I remember when Peach got her "hope chest" back in 1957, a cedar chest into which she would put all of the things she would use in her marriage.
I don't know if girls get hope chests any more. They were supposed to be filled with the sorts of things that in older days would be called "dowery items." Linens and silver and that sort of thing. I was always looking forward to filling a cedar chest, but I never got one until after I was married -- then it was one that had belonged to my mother (which, of course, made it more special--it just wasn't a bridal cedar chest, but one that came with memories).

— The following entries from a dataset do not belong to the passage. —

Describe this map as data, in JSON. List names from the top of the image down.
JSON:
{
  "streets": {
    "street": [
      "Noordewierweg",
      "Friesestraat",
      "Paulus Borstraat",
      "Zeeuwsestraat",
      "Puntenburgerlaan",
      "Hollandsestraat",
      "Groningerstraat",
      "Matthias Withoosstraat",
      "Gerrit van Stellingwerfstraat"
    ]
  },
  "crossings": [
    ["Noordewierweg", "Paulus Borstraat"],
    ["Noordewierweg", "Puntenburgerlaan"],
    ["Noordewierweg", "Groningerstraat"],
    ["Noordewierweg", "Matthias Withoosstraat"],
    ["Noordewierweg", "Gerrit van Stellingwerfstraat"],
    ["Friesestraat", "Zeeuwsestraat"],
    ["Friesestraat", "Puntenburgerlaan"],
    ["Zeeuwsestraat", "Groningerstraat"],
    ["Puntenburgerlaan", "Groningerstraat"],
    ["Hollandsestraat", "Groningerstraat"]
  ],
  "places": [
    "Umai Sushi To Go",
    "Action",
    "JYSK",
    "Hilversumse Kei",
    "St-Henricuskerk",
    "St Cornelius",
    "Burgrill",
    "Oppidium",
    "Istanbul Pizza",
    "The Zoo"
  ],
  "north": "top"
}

I started filling it with memorabilia of the kids as they started to create memorabilia. But it has sat unopened, under stacks of newspapers and clothes, in the master bedroom of this house for literally decades.
When I started looking through boxes trying to find the baby clothes that I had saved to pass along to our grandchildren, there were two things in particular that I was looking for, and couldn't find either of them in any closet. I finally thought that maybe they were in the cedar chest, so I blew away the dust and opened the chest. I felt like Pandora, not knowing what I was going to find!
It was mostly filled, as I suspected with kids' stuff. The first pair of shoes that each of them wore (I took Tom's to him on our last trip to Santa Barbara), more stuff that had been done in school, a couple of baby blankets (Ned's security blanket used to be in there too until he decided to take it back), and the only sweater that I knitted for Jeri that I was proud enough of to save (I took that down to Laurel too).
But there was one smallish box that I opened. It was about 14" x 11" and maybe an inch and a half deep. When I opened it---there was my childhood history. My Senior Memories booklet, my high school diploma, my prom picture, a May Day procession I was in in 1949, a book of snapshots I'd forgotten I had, all of my report cards, my First Communion Certificate, the class photos from each year through grammar school, and the picture I'd been looking for for years, of trick-or-treating at Swenson's Ice Creamery (the original one, before it went into franchise), pictures of my ice skating class, along with a host of other things. What a wonderful voyage of discovery!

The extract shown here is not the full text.